- Born: February 20, 1962 Fort Benning, Georgia, US
- Died: August 6, 2021 (aged 59) Manhattan, New York
- Occupations: Administrator, Professor, Educator, Author

Academic background
- Alma mater: Duke University (BA); Harvard Law School (JD); University of Wisconsin (ML);

Academic work
- Institutions: University of Miami School of Law; University at Buffalo; University at Buffalo Law School; State University of New York
- Main interests: Criminal procedure, immigration law, prisoner law

= Teresa Miller (academic) =

American professor (1962–2021)

Teresa Ann Miller (February 20, 1962 – August 6, 2021) was an American professor, author, legal scholar, educator, and administrator. At the time of her death in August 2021, she was senior vice chancellor for strategic initiatives and chief diversity officer to State University of New York (SUNY) Chancellor Jim Malatras. She previously served as vice chancellor and chief of staff to Chancellor Kristina M. Johnson.

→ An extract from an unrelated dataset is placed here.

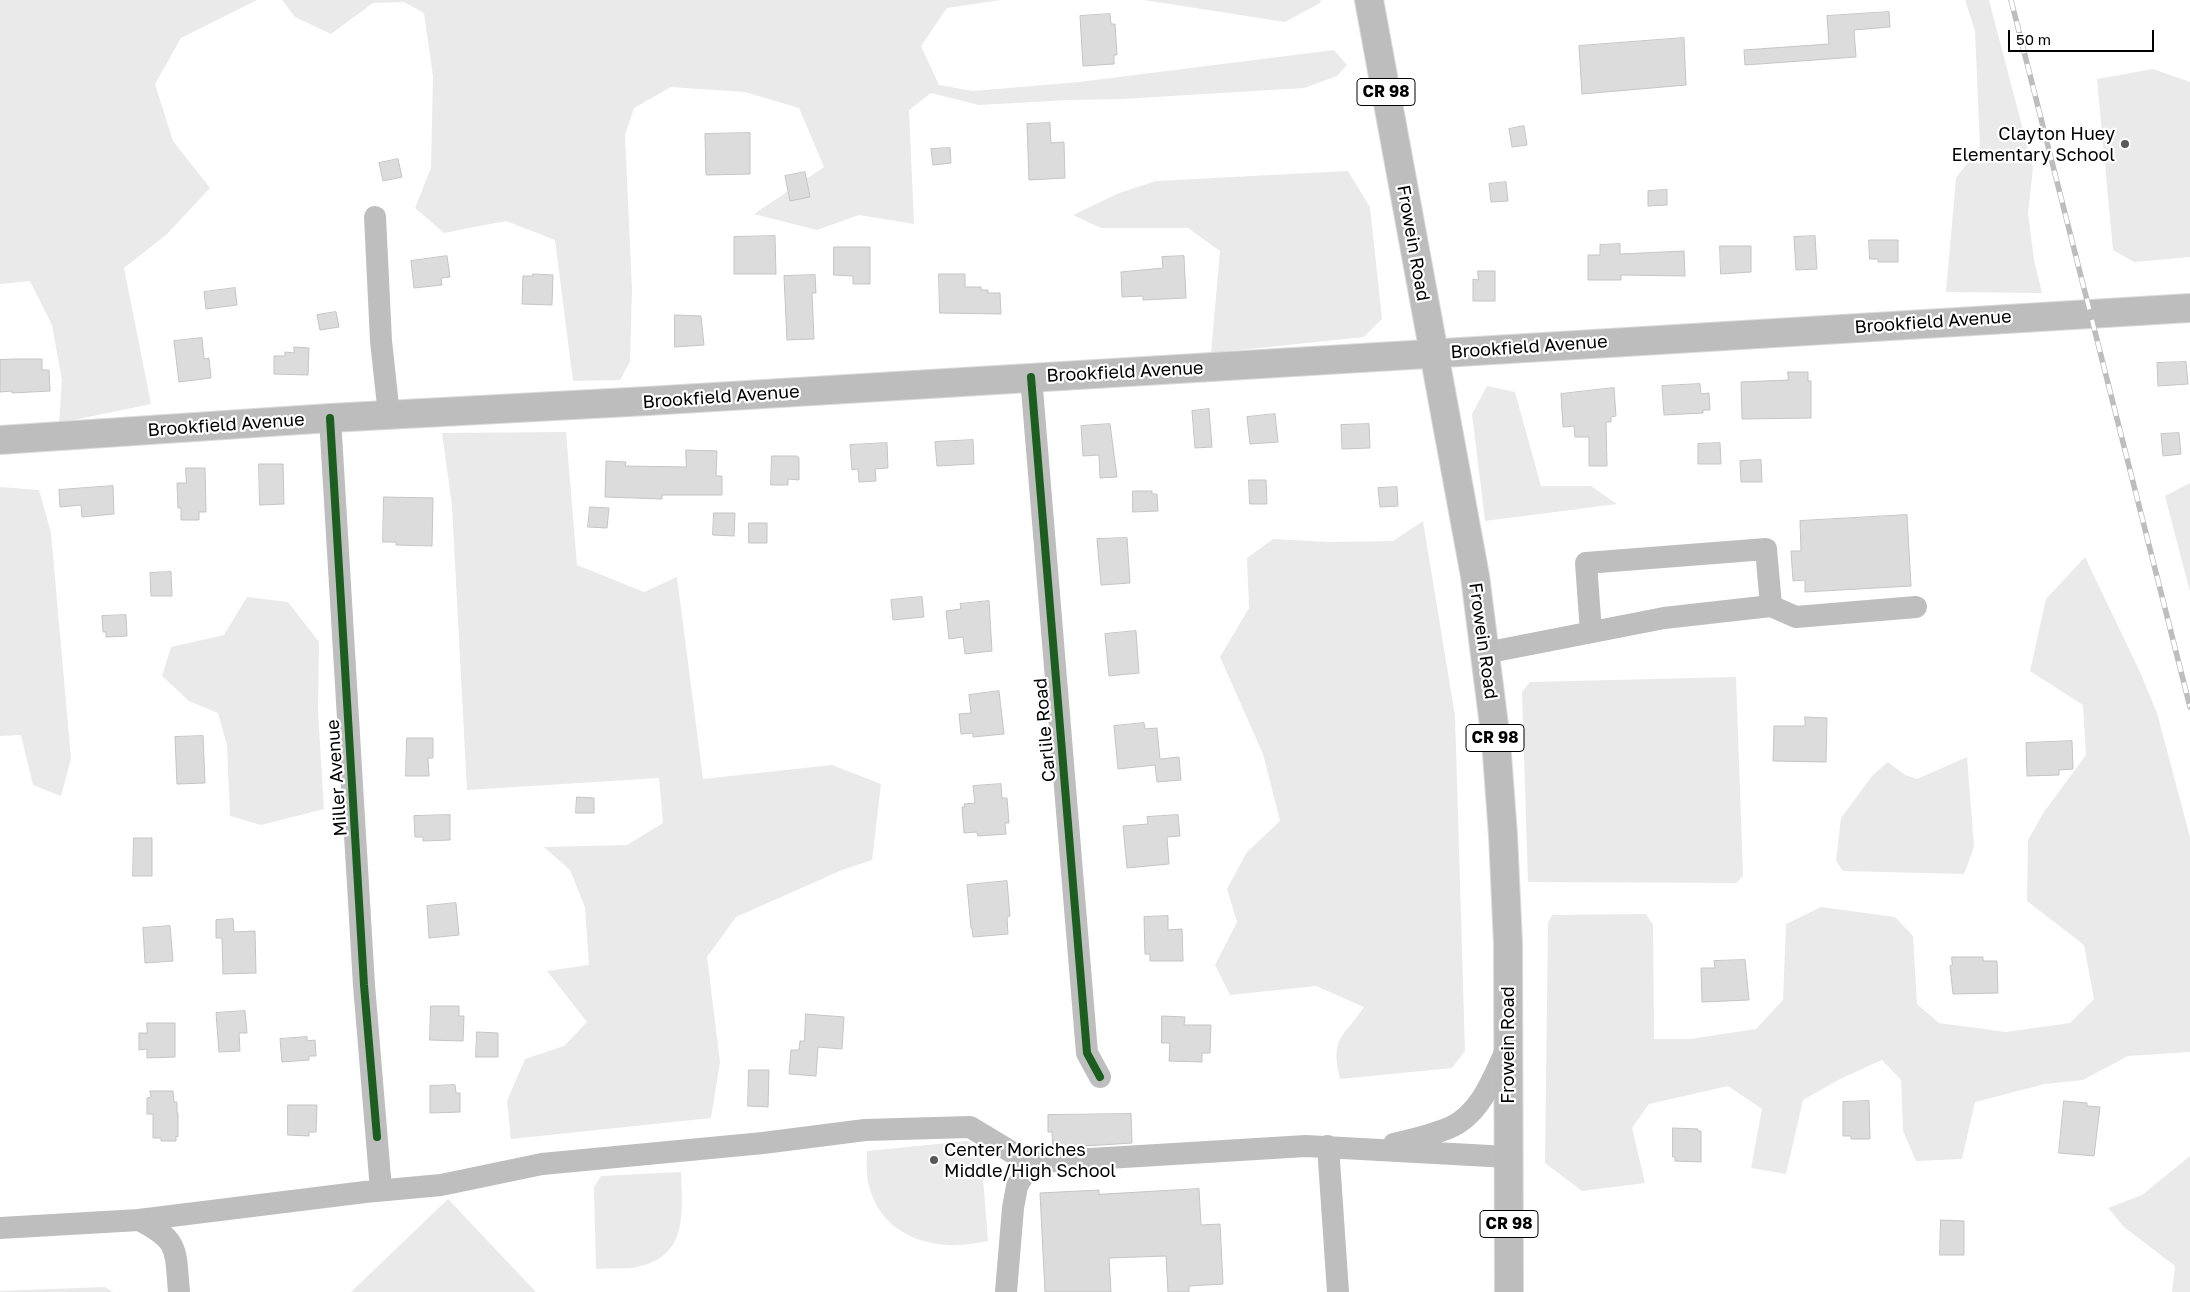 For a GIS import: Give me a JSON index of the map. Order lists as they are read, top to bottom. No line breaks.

Before moving to SUNY in 2018, Miller had been vice provost for inclusive excellence at the University of Buffalo. She had been a professor of law at the University at Buffalo Law School since 1995.

As a law professor at Buffalo, Miller taught broadly but was probably best known for her work on prison law and her efforts within the Attica Correctional Facility.

== Early life and education ==
Teresa Ann Miller was born in Fort Benning on February 20, 1962. She was raised in the tidewater region of Virginia and Chapel Hill, North Carolina. Miller was the daughter of a decorated Army aviator, Billy G. Miller, and a school teacher, Henrietta Thomas Dabney, who would go on to earn a Ph.D. from UNC Chapel Hill and become a dean. Miller had five siblings.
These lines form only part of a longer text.